Gerät Europa aus dem Takt?

■ Regierung bestreitet deutsch-französische Absprache über kleine Währungsunion; „Europa der zwei Geschwindigkeiten" findet dennoch Zuspruch

Bonn (dpa/ap/taz) — Seit dem Währungschaos und dem halbherzigen Jein der Franzosen zu den Maastrichter Verträgen beschäftigt Europas Politiker derzeit nur eine Frage: Was soll nur aus Europa werden? Für den Zug in die Gemeinschaft, so hatte Kanzler Kohl die Nachbarn jenseits des Rheins gewarnt, dürfe es keinen Halt geben. Doch während der EG-Fahrplan immer mehr aus den Fugen gerät, scheinen Helmut Kohl und Fran¿ois Mitterrand bereits einen anderen Weg gefunden zu haben: das Europa der zwei Geschwindigkeiten. Falls die Skepsis gegenüber der geplanten Wirtschafts- und Währungsunion weiter anhalte, so berichtet der Spiegel, wollten der Bundeskanzler und Frankreichs Staatspräsident eine gemeinsame Währungspolitik notfalls ohne die übrigen EG-Partner durchsetzen.

Bei ihrem Treffen am Dienstag sollen sich die beiden EG-Weggefährten bereits auf einen Notplan für eine kleine Währungsunion geeinigt haben, meldet das Magazin unter Berufung auf Kanzler-Berater.
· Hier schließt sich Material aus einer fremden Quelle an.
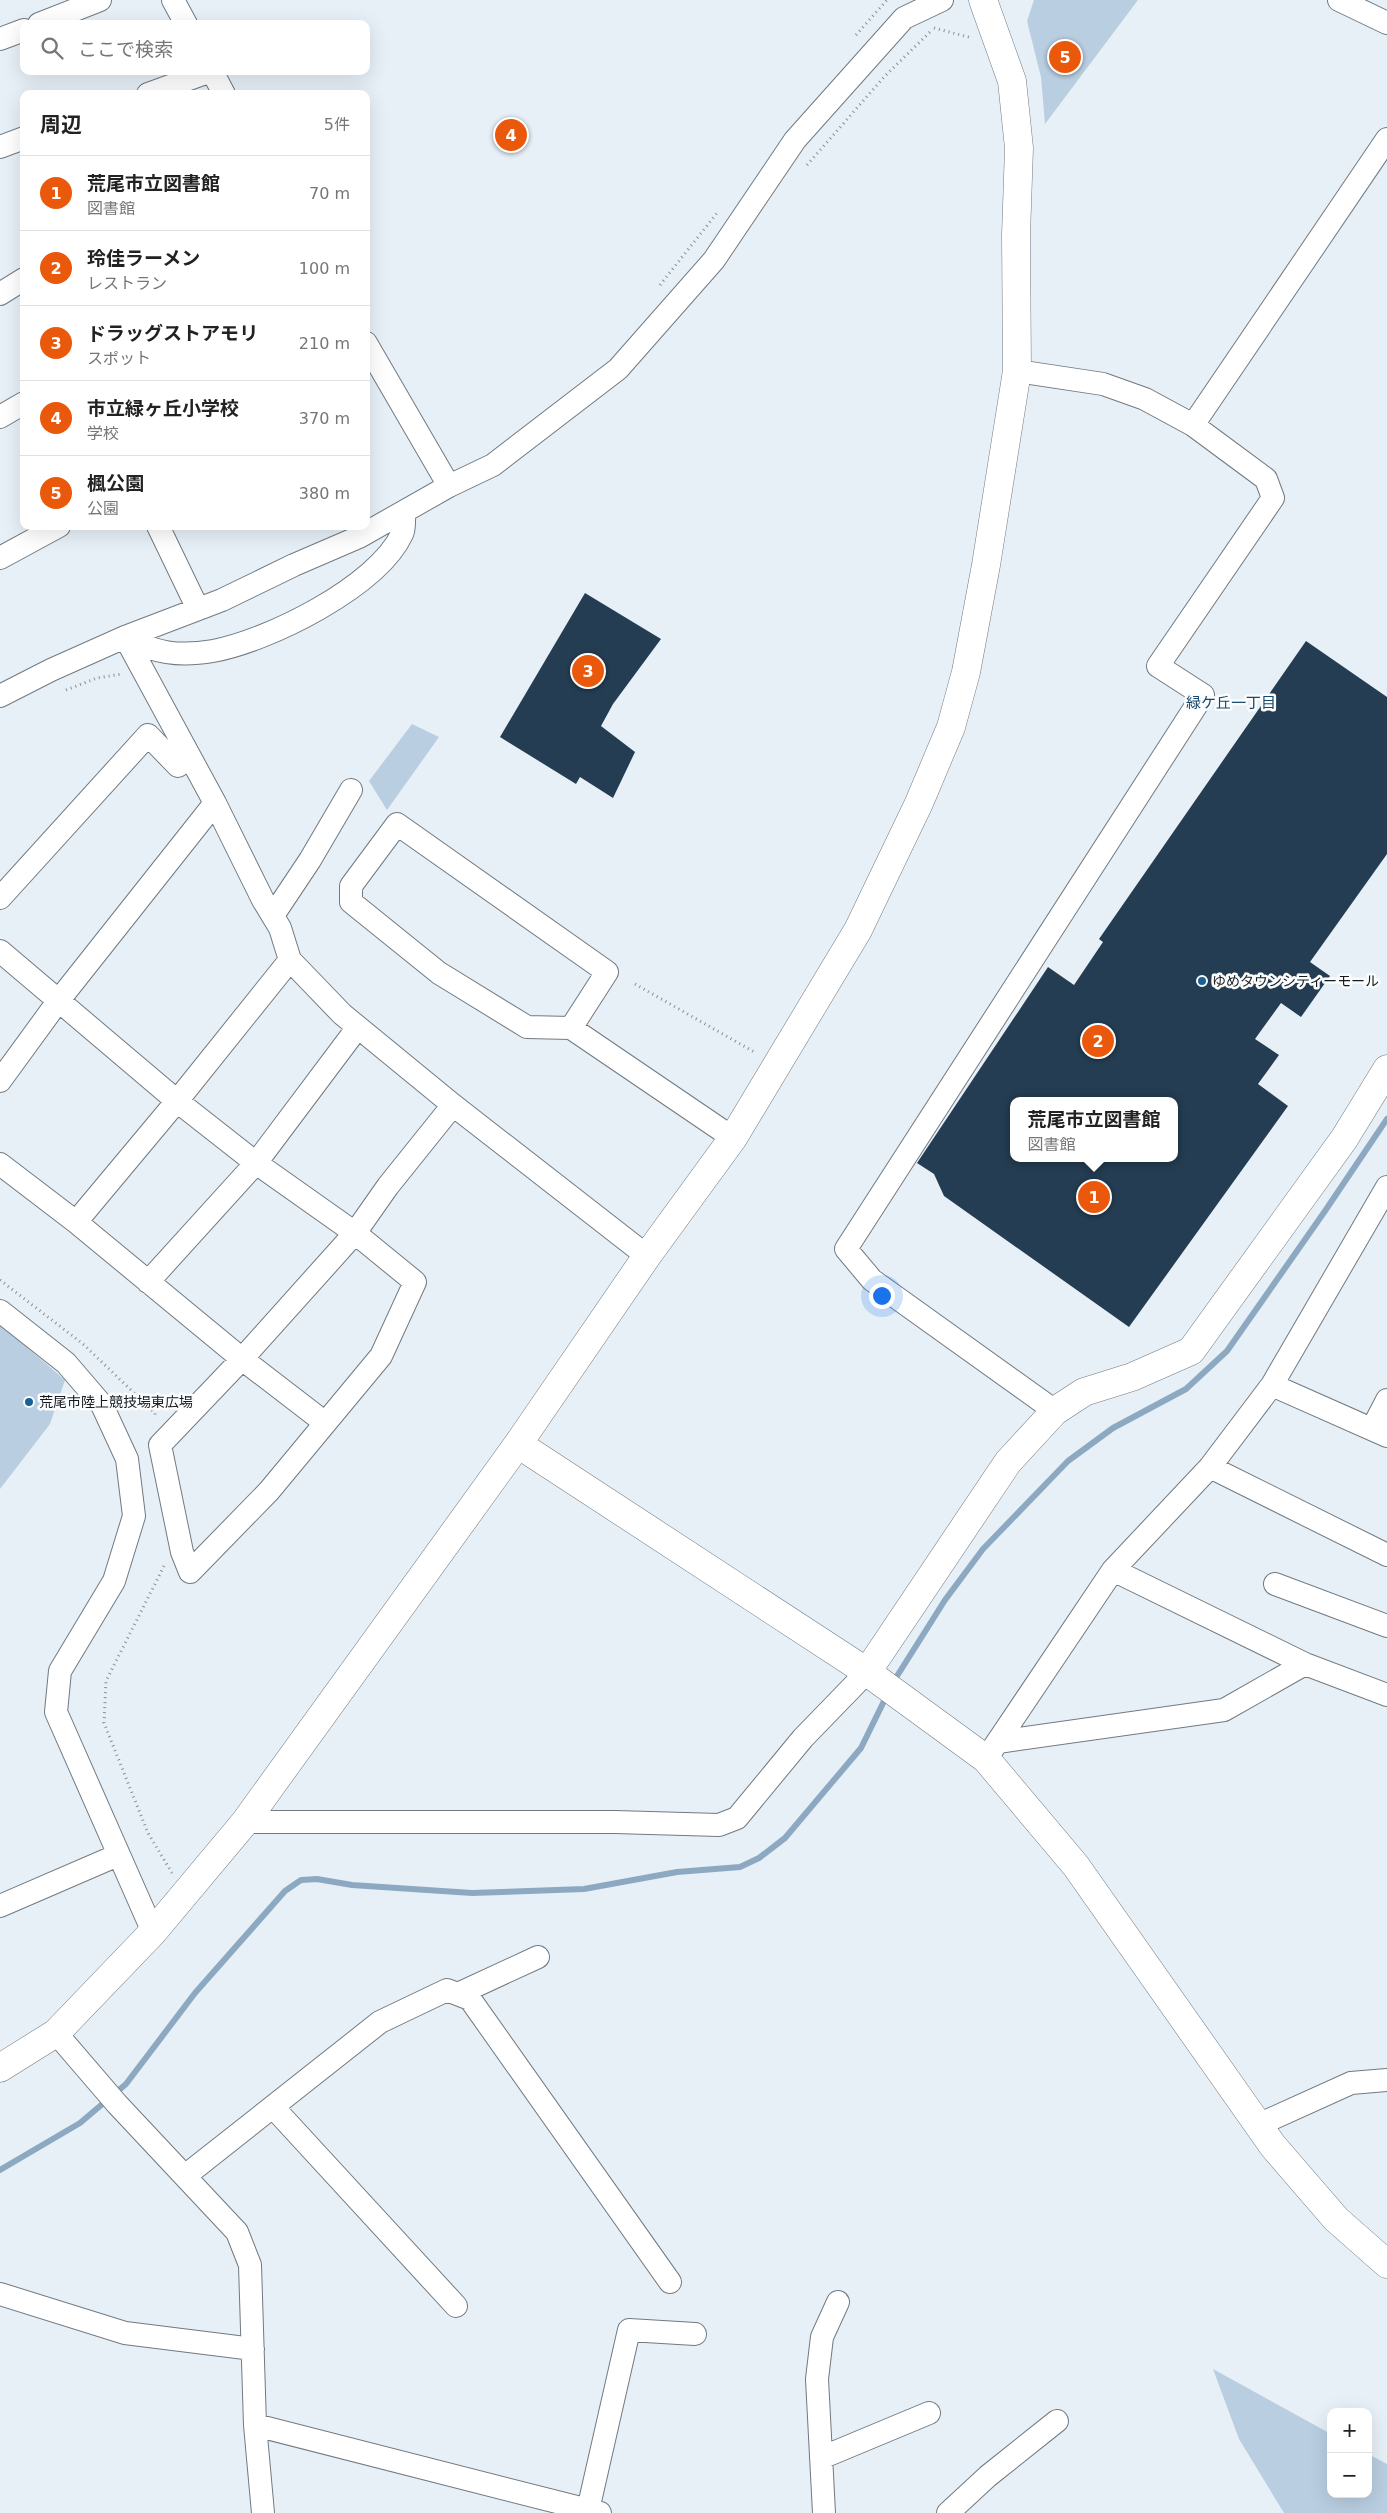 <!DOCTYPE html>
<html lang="ja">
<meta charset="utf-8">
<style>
:root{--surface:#fff;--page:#f6f6f6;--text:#222;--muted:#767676;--line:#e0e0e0;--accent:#ea580c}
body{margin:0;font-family:"DejaVu Sans","Noto Sans JP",sans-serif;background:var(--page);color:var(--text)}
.controls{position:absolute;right:15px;bottom:15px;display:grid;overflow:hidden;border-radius:10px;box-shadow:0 5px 20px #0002}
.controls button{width:45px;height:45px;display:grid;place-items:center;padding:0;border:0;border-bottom:1px solid var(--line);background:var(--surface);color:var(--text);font:25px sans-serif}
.you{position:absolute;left:881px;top:1295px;width:18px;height:18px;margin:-12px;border:4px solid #fff;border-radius:50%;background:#1a73e8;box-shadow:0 0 0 8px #1a73e833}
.badge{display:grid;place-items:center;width:32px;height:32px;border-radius:50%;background:var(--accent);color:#fff;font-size:16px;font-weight:700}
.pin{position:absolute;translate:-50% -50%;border:2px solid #fff;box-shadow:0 1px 5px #0006}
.popup{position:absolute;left:1010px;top:1097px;width:168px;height:65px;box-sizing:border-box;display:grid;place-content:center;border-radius:10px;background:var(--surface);filter:drop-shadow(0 1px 4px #0005);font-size:16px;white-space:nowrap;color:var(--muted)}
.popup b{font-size:19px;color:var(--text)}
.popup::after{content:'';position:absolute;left:50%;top:100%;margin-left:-10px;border:10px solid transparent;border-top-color:var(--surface)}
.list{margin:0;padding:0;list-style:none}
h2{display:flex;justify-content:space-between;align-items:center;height:65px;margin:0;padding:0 20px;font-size:21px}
h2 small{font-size:16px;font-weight:400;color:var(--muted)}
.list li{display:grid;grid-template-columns:32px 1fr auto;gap:15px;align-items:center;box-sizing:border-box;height:75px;padding:0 20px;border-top:1px solid var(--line)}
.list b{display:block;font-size:19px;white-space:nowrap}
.list p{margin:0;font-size:16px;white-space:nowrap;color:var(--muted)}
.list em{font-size:16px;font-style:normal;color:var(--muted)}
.icon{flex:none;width:28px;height:28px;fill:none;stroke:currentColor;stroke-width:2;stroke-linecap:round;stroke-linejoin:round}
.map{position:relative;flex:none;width:1387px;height:2513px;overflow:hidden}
.search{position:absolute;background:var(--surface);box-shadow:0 5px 20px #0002;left:20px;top:20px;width:350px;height:55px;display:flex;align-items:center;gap:12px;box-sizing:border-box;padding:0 18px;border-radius:10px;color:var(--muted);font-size:19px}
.panel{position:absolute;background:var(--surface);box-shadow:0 5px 20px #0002;left:20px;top:90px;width:350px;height:440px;border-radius:10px}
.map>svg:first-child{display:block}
</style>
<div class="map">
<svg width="1387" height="2513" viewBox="0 0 1387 2513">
<rect width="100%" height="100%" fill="#e7f0f7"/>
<!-- green -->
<path fill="#b9cee1" d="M 1034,0 L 1138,0 L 1045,124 L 1041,77 L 1027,21 Z
M 412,724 L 439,737 L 387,810 L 369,781 Z
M 0,1324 L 65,1380 L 50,1424 L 0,1489 Z
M 1213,2369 L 1331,2434 L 1331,2494 L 1368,2494 L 1368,2454 L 1387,2464 L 1387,2513 L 1284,2513 L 1239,2439 Z"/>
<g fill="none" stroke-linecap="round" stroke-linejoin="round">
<!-- stream -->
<path stroke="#8da9c2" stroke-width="6" d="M 892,1684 L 945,1600 L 983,1549 L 1068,1461 L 1113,1428 L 1186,1389 L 1227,1351 L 1325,1211 L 1387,1119
M 0,2170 L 80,2123 L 126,2084 L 195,1993 L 285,1891 L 301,1880 L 317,1879 L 352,1885 L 472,1893 L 584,1889 L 677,1872 L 740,1867 L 759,1858 L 785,1838 L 861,1748 L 887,1695"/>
</g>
<!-- building -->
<path fill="#243d52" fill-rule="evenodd" d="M 585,593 L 661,639 L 613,704 L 601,726 L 635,752 L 613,798 L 580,777 L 576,784 L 500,737 Z
M 1306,641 L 1387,697 L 1387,854 L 1310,962 L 1330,976 L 1301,1017 L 1281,1003 L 1255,1039 L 1279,1055 L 1258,1084 L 1288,1106 L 1129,1327 L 944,1196 L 934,1174 L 917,1163 L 1048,967 L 1074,985 L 1103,942 L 1099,939 ZM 1014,1101 L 1174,1101 L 1174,1158 L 1014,1158 Z"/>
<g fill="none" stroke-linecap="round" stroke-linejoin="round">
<!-- street casing -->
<g stroke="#727a81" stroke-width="24">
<path id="street" d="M 173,0 L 186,24
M 1339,0 L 1387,23
M 39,24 L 100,0
M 0,39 L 24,30
M 212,71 L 224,94
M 148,94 L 211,71
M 0,147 L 24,138
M 0,294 L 24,279
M 366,343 L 449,486
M 1017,371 L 1103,384 L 1145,399 L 1193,425 L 1266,479 L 1273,498 L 1158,666 L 1203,695 L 846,1249 L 872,1280 L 1055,1411
M 0,417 L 24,403
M 1193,425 L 1387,139
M 158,526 L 198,609
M 0,558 L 59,526
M 125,637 L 215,803 L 263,900 L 280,928 L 290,960 L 342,1014 L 453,1105 L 647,1256
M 125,637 C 155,653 178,657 213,651 C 268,641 377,587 402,534 C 405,529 404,518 404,512
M 0,696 L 51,670 L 125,637 L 222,600 L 294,565 L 359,537 L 449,486 L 493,465 L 618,369 L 714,260 L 795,140 L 904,18 L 942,0
M 0,898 L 148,735 L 178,766 L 189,757
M 274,914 L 310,860 L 351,790
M 0,951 L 177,1101 L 256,1163 L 355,1233 L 415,1282 L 381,1356 L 269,1491 L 190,1572 L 182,1552 L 160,1445 L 242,1359 L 324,1422
M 571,1028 L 607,972 L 397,824 L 351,886 L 351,902 L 439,973 L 527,1027 L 571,1028 L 733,1138
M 0,1081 L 59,1000 L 215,803
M 0,1164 L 76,1222 L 242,1359 L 355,1233 L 388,1186 L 453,1105
M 76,1222 L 177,1101 L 290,960
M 148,1282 L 256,1163 L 358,1027
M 0,1311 L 66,1363 L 102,1405 L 127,1459 L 134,1516 L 114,1581 L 60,1671 L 56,1712 L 153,1932
M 1272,1385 L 1387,1436
M 1372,1429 L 1387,1400
M 1210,1467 L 1387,1555
M 1113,1570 L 1305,1664 L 1387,1695
M 1275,1584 L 1387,1626
M 998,1742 L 1224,1710 L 1305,1664
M 986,1759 L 1113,1570 L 1210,1467 L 1272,1385 L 1387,1187
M 245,1822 L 615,1822 L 719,1825 L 737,1818 L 803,1738 L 867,1672
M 0,1906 L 118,1855
M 458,1994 L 538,1957
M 56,2033 L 117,2104 L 237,2232 L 250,2265 L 255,2425 L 263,2513
M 273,2107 L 456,2306
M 1258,2125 L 1351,2083 L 1387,2080
M 185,2176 L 380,2022 L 447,1990 L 470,1999 L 670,2282
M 0,2294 L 125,2333 L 253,2349
M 255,2425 L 600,2513
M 821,2458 L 929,2413
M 588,2510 L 629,2330 L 695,2334
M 824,2513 L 817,2379 L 822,2337 L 838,2302
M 948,2513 L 988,2476 L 1057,2421"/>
</g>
<!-- secondary casing -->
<g stroke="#727a81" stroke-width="29">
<path id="secondary" d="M 518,1444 L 867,1672 L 986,1759 L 1076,1866 L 1273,2146 L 1336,2219 L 1387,2264
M 867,1672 L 1008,1462 L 1055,1411 L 1084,1392 L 1132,1377 L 1191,1351 L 1344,1139 L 1387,1069
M 0,2068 L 56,2033 L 153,1932 L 245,1822 L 518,1444 L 647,1256 L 733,1138 L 858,930 L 919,803 L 951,727 L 966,672 L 986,565 L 1017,371 L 1016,235 L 1019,148 L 1012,81 L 983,0"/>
</g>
<!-- path -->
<path stroke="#888f94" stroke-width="3" stroke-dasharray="1 4" stroke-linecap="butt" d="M 934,28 L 972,38
M 856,35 L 887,0
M 807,165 L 885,76 L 930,32
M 660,285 L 717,213
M 66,690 L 97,678 L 122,674
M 635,984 L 756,1053
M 0,1280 L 83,1344 L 155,1413 L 155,1418
M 164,1566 L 106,1681 L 104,1723 L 148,1833 L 172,1873"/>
<!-- street -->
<use href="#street" stroke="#fff" stroke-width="22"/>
<!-- secondary -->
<use href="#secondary" stroke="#fff" stroke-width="28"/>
</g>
<!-- markers -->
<g fill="#196195" stroke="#fafcfd" stroke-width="2">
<circle cx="1202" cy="981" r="5"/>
<circle cx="29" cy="1402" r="5"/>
</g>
<g text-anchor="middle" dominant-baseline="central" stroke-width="5" stroke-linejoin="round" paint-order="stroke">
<!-- poi labels -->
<g font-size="14" fill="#171a1d" stroke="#fafcfd" text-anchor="start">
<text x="1212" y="981">ゆめタウンシティーモール</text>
<text x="39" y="1402">荒尾市陸上競技場東広場</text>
</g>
<!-- neighbourhood labels -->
<g font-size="15" fill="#16466a" stroke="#fafcfd">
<text x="1231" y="703">緑ケ丘一丁目</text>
</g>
</g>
</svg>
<div class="controls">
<button>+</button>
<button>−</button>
</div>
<div class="you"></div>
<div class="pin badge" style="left:1094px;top:1197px">1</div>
<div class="popup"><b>荒尾市立図書館</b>図書館</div>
<div class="pin badge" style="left:1098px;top:1041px">2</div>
<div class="pin badge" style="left:588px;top:671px">3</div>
<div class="pin badge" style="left:511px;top:135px">4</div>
<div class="pin badge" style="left:1065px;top:57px">5</div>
<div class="search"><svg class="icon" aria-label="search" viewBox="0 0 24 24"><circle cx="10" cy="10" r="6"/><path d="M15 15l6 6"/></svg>ここで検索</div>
<section class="panel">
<h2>周辺<small>5件</small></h2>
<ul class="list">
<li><span class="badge">1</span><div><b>荒尾市立図書館</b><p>図書館</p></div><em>70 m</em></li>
<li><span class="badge">2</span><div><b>玲佳ラーメン</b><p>レストラン</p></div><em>100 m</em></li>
<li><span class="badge">3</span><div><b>ドラッグストアモリ</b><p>スポット</p></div><em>210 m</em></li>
<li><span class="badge">4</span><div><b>市立緑ヶ丘小学校</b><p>学校</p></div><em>370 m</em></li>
<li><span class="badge">5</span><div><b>楓公園</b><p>公園</p></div><em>380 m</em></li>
</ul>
</section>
</div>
Der Franc und die Mark werden den Plänen zufolge mit festen Wechselkursen zusammengeschweist; eine gemeinsame, paritätisch besetzte und von den Regierungen in Paris und Bonn unabhängige Notenbank soll die Geldmenge kontrollieren und die Zinsen festlegen. Als Sitz sei Frankfurt, als Bankchef ein Franzose vorgesehen. Die kleine Währungsunion soll anderen wirtschaftlich stabilen Ländern offenstehen — etwa den Benelux-Staaten Belgien, Luxemburg und Holland oder den EG-Anwärtern Österreich und Schweiz.

Der Bericht wurde von einer Bonner Regierungssprecherin als „frei erfunden" zurückgewiesen. Außenminister Klaus Kinkel, der wie sein Kabinettskollege Jürgen Möllemann von der deutsch-französischen Vereinbarung nicht informiert gewesen sein soll, lehnte inzwischen einen solchen Sonderweg kategorisch ab: Die EG sei zu dem Währungsverbund zu zwölft angetreten — dabei solle es bleiben. Bei der Opposition und unter CDU-Politikern fand ein Europa der zwei Geschwindigkeiten dagegen viele Fürsprecher. Die finanzpolitische Sprecherin der SPD- Fraktion, Ingrid Matthäus-Maier schlug vor, mit einer „Kern-Währungsunion“ zu beginnen. Der CDU-Abgeordnete Lamers sagte, er sehe darin schon seit langem eine Option.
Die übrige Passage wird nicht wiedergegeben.